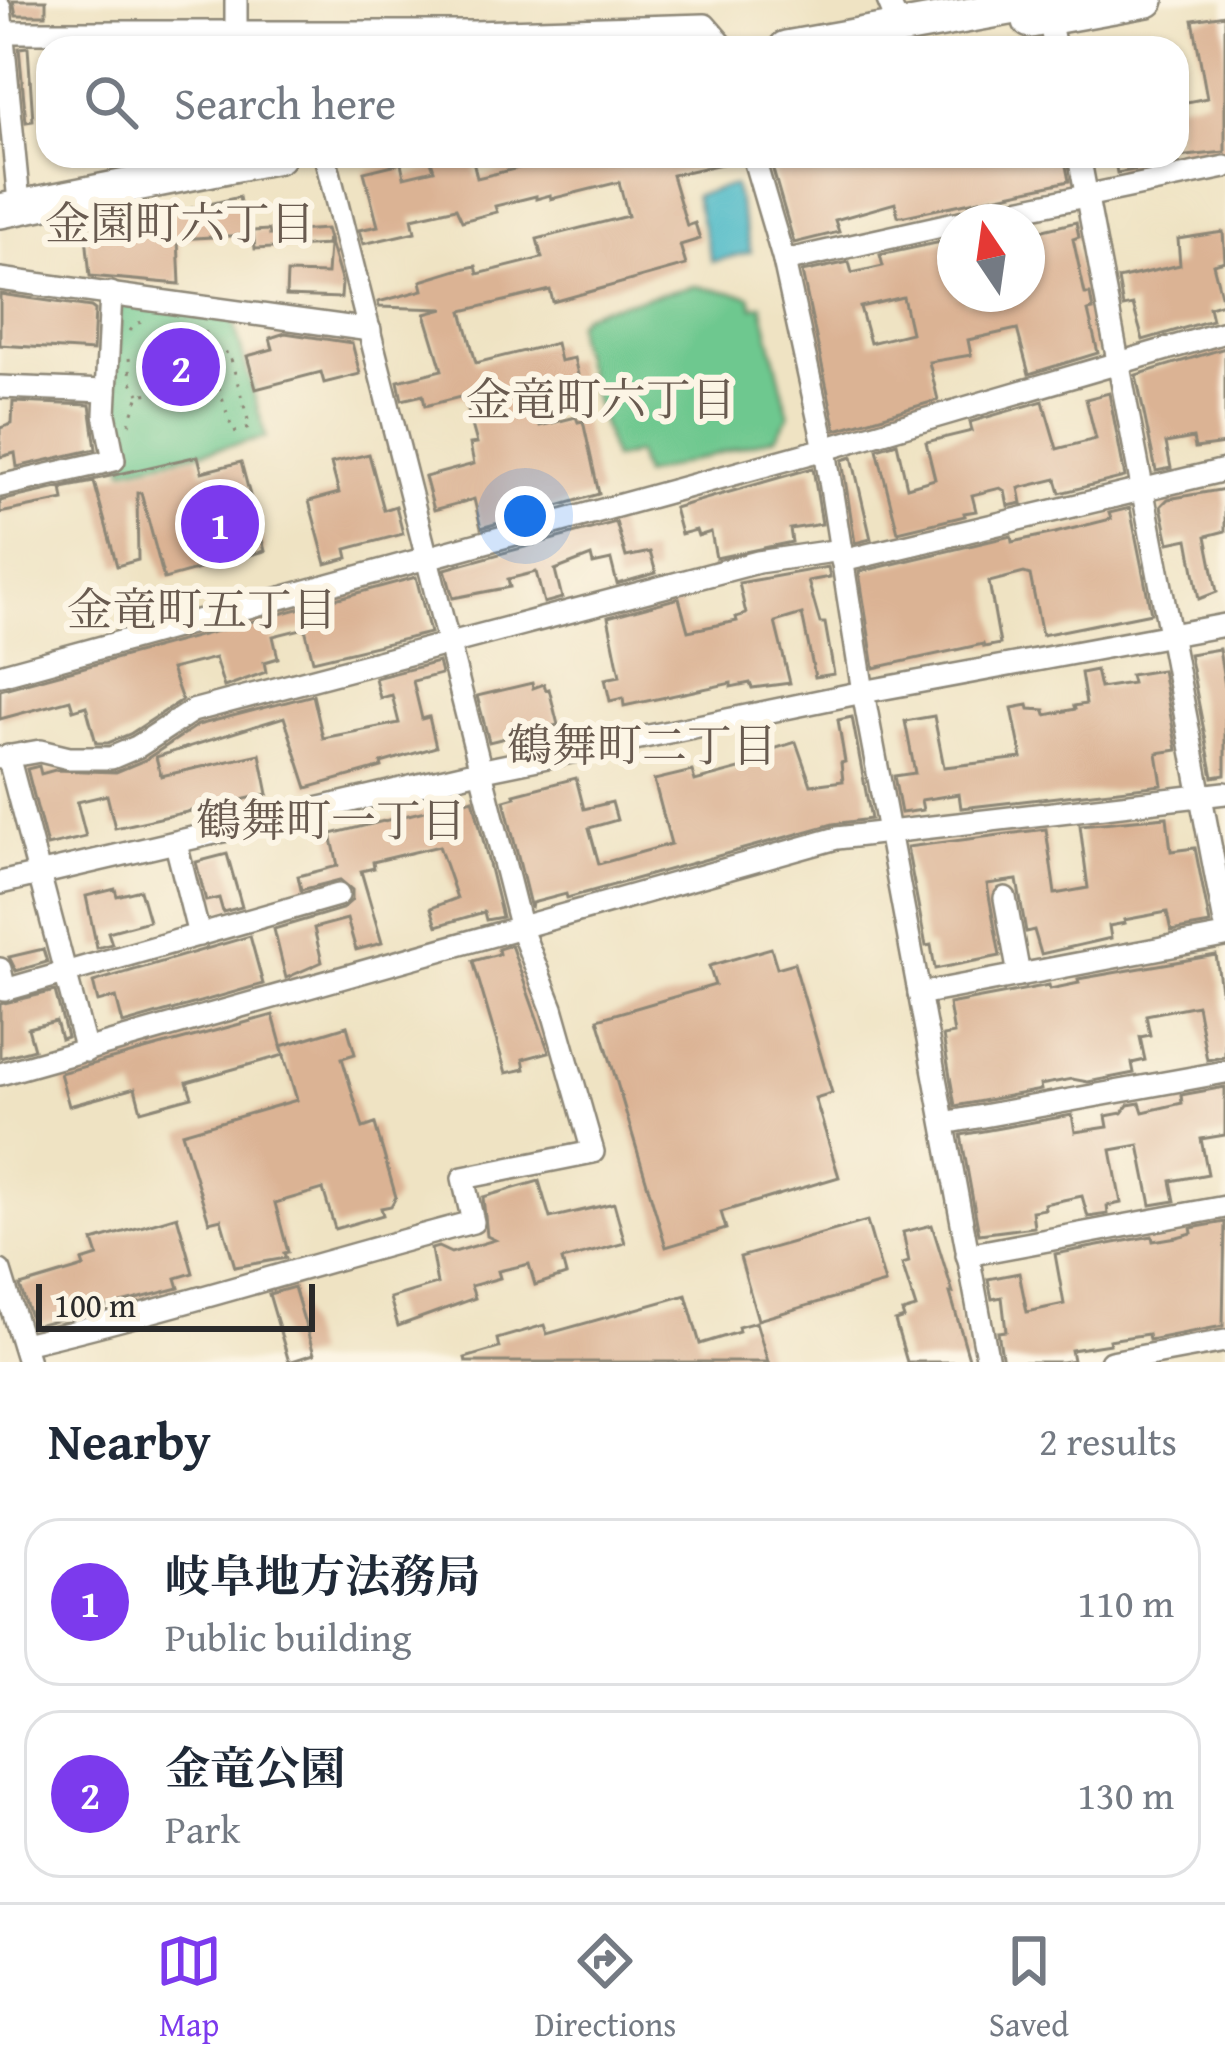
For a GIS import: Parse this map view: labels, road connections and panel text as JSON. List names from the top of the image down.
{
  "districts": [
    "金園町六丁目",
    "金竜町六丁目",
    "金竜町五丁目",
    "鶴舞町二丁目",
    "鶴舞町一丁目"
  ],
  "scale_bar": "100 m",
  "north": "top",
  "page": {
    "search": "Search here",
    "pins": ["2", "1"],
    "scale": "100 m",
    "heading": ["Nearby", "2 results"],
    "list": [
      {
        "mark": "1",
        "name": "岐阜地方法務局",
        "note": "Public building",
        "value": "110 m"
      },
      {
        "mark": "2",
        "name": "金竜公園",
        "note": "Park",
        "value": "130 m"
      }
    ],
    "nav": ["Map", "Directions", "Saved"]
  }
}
---
| Instructions to follow |
A word-for-word copy of the listing is needed. It must not include the pictures.

| Response below |
For a GIS import: Parse this map view: labels, road connections and panel text as JSON. List names from the top of the image down.
{
  "districts": [
    "金園町六丁目",
    "金竜町六丁目",
    "金竜町五丁目",
    "鶴舞町二丁目",
    "鶴舞町一丁目"
  ],
  "scale_bar": "100 m",
  "north": "top",
  "page": {
    "search": "Search here",
    "pins": ["2", "1"],
    "scale": "100 m",
    "heading": ["Nearby", "2 results"],
    "list": [
      {
        "mark": "1",
        "name": "岐阜地方法務局",
        "note": "Public building",
        "value": "110 m"
      },
      {
        "mark": "2",
        "name": "金竜公園",
        "note": "Park",
        "value": "130 m"
      }
    ],
    "nav": ["Map", "Directions", "Saved"]
  }
}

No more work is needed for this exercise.